Berawal dari promo buku Quotes galau, sebenarnya saya mencermati hikmah dibalik kejadian. Ada sejumlah wanita paruh baya yang berkegiatan di dunia pendidikan. Sebut saja, srikandi. Srikandi punya keluarga besar dan salah satu ibu dari kumpulan Srikandi dikaruniai sejumlah anak perempuan. Entah terbiasa bergaul dengan remaja-remaja kota besar Jakarta atau memang gaya hidup kota yang menyebabkan anak ini terbiasa melakukan apa saja yang dia mau.

Dalam tragedi lingkungan pertemanan, saya menerima kenyataan dari pengamatan saya bahwa kejadian quotes dalam kisa Raditya-kakak ada benernya, gue ngalamin. alih-alih quotes itu mirip temen yang solider, ada benernya, penguat hati yang sedang melow. Quotes itu sebanrnya diartikan sebagai kata-kata status update di socmed.

Dalam promo lainnya, "siapa tidak kenal Quotes - kalimat mutiara yang bikin semangat, galau.. sedih, semua itu tergantung kontennya.

Ini ceritanya, beberapa orang dalam berhubungan, seseorang berubah karena terlalu banyak membaca quotes galau dan akhirnya terpengaruh kepada "bacaan" dan merubah cara pandangnya terhadap pasangan. Padahal yang menjalani hubungan dia, bukan quotes.
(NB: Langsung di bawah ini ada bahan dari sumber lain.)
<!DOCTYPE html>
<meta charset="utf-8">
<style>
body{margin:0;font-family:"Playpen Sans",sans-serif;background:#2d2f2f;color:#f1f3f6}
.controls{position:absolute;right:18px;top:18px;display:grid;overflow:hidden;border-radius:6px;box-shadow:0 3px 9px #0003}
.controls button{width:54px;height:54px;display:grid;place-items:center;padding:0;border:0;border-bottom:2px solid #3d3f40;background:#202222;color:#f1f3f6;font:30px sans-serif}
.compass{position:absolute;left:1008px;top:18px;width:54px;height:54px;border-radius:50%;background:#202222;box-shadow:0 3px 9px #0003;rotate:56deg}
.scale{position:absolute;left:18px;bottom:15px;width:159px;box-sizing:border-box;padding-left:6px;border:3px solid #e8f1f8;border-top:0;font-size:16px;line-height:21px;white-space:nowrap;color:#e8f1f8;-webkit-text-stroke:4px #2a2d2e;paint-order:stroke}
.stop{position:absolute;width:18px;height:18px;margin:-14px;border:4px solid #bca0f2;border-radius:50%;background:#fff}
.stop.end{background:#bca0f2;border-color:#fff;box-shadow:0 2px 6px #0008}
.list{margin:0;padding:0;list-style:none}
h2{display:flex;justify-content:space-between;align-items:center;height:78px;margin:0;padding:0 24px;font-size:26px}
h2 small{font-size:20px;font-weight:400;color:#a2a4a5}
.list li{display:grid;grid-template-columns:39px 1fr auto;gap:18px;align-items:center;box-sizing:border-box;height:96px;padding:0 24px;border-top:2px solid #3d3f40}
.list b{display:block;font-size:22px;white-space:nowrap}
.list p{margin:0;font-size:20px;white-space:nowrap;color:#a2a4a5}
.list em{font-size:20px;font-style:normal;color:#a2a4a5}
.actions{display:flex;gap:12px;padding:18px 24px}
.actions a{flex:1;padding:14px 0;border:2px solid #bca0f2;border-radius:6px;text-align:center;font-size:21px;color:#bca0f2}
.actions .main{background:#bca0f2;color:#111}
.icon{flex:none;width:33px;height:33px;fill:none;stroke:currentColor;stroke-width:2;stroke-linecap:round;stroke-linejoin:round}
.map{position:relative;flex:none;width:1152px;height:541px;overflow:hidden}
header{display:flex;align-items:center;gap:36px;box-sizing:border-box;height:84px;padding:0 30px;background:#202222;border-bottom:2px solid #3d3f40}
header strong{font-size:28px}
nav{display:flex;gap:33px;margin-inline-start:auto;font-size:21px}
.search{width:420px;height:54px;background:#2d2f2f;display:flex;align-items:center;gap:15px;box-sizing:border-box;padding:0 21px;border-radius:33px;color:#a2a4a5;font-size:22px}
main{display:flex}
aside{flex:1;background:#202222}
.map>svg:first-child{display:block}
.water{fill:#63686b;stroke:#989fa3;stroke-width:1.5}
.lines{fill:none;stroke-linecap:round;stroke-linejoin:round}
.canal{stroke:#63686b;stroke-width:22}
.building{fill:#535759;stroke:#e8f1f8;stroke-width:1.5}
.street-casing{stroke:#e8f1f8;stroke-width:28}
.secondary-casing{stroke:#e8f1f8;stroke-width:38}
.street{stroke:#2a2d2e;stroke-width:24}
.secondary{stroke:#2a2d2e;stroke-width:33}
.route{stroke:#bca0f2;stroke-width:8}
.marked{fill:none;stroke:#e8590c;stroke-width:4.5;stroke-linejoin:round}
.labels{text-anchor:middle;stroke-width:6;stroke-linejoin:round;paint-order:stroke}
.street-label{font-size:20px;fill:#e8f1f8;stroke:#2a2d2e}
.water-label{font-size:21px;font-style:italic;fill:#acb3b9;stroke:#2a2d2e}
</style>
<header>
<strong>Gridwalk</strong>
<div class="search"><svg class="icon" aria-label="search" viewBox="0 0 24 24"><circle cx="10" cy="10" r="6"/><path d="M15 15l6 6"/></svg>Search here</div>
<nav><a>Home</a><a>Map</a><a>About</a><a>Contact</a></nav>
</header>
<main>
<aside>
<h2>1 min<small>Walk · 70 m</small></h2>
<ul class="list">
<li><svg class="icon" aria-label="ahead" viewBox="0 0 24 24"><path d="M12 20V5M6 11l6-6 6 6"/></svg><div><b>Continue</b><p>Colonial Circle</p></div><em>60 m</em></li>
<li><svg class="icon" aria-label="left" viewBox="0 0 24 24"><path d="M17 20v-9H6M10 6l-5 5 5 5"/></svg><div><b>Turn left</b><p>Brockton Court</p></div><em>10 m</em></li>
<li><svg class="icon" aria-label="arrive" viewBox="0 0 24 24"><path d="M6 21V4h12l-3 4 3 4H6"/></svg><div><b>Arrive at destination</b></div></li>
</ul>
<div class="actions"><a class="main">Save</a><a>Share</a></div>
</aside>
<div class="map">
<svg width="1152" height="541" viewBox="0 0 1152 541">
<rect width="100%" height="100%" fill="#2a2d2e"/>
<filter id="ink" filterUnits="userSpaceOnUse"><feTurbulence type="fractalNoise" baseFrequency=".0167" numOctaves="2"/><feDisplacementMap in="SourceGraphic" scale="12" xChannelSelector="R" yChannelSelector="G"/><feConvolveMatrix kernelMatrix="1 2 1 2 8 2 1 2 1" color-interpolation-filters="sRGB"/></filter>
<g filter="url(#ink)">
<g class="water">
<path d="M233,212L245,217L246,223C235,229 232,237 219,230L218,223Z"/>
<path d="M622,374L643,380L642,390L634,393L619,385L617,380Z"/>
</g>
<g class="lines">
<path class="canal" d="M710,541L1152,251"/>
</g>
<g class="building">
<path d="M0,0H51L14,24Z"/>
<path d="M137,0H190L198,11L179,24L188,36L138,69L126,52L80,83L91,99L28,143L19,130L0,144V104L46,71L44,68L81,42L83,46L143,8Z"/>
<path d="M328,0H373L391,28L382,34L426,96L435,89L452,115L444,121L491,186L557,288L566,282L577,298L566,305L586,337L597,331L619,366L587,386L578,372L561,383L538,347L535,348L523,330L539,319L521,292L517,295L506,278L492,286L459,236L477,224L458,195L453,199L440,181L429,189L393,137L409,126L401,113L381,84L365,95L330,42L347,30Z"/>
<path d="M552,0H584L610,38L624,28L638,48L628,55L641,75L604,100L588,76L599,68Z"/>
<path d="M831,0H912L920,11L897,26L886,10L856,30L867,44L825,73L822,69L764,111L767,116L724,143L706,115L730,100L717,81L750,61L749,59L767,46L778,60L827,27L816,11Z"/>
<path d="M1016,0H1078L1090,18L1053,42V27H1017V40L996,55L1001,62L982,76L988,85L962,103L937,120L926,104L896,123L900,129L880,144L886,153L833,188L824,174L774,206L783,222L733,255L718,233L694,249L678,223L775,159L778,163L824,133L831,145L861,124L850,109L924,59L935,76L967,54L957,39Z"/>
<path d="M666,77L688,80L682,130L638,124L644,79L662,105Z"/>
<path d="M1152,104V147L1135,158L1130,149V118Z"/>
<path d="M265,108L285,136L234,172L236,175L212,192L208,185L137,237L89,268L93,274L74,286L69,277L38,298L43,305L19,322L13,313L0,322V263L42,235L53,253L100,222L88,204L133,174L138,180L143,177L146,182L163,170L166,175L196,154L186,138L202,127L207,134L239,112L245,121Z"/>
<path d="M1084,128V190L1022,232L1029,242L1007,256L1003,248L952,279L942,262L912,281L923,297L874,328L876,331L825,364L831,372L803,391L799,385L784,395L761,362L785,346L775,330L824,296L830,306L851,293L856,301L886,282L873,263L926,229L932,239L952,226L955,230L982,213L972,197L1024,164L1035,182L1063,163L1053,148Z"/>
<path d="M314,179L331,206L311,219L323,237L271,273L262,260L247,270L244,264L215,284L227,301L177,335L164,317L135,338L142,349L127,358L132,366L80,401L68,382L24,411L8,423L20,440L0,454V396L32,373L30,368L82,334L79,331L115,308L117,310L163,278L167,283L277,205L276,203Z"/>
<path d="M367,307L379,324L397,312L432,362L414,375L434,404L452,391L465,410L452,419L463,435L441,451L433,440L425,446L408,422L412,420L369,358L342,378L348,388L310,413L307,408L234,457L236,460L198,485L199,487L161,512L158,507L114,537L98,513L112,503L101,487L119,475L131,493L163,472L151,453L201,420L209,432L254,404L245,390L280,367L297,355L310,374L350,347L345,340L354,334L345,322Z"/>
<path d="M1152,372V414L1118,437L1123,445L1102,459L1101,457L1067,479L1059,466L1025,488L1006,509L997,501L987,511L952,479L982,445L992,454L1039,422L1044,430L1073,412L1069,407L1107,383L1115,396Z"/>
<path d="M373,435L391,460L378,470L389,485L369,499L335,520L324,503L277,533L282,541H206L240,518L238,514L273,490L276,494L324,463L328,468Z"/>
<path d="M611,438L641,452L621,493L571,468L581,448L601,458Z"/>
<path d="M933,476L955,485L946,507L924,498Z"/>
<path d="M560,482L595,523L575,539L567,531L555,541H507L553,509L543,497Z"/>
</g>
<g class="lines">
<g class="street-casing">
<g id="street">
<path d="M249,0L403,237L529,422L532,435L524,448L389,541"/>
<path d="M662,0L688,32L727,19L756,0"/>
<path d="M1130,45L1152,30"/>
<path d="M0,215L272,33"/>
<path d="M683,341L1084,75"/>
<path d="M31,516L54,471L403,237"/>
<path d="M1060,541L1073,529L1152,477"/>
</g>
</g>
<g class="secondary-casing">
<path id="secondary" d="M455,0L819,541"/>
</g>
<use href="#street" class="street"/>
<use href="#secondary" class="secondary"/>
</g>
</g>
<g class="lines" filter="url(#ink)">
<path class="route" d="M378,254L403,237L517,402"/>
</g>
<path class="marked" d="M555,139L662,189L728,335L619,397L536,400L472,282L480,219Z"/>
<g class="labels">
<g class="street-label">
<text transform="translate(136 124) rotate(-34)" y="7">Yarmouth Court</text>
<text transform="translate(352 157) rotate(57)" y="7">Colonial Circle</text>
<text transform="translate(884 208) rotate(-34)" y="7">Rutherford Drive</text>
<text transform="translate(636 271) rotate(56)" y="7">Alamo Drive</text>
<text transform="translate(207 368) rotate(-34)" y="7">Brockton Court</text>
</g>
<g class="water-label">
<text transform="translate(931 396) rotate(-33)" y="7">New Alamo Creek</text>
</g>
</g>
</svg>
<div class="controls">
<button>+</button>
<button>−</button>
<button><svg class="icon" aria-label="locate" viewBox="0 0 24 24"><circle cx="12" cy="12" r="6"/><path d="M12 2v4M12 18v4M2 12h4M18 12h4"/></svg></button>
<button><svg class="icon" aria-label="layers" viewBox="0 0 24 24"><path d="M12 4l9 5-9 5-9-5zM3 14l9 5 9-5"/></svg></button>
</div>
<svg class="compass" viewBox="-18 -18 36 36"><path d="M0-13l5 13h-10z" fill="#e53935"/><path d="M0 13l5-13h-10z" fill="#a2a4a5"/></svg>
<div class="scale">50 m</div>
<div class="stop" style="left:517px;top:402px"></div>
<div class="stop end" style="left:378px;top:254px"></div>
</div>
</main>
Tanpa sadar pasangannya diperlakukan secara salah. Dan yang dia lakukan adalah mencocok-cocokan keadaan mereka dengan quotes yang tersebar dihadapan dia, sesuai kata hati dan drama dari paparan emosi yang dia rasa (ngarep juga kadang). Akhir cerita pasangan hidup dia disalahi dan kenyataan dia tinggalkan hingga berbulan-bulan bahkan tahun. 

Up date up date status.. juga foto-foto kebahagiaan mereka di masa lalu melalui socmed juga, jadi bahan ketawaan, bahkan bahan "riset" orang-orang stalker sama dia. Cerita-cerita yang dia share sebagai motivasi keadaan usaha dia jadi bahan tontonan.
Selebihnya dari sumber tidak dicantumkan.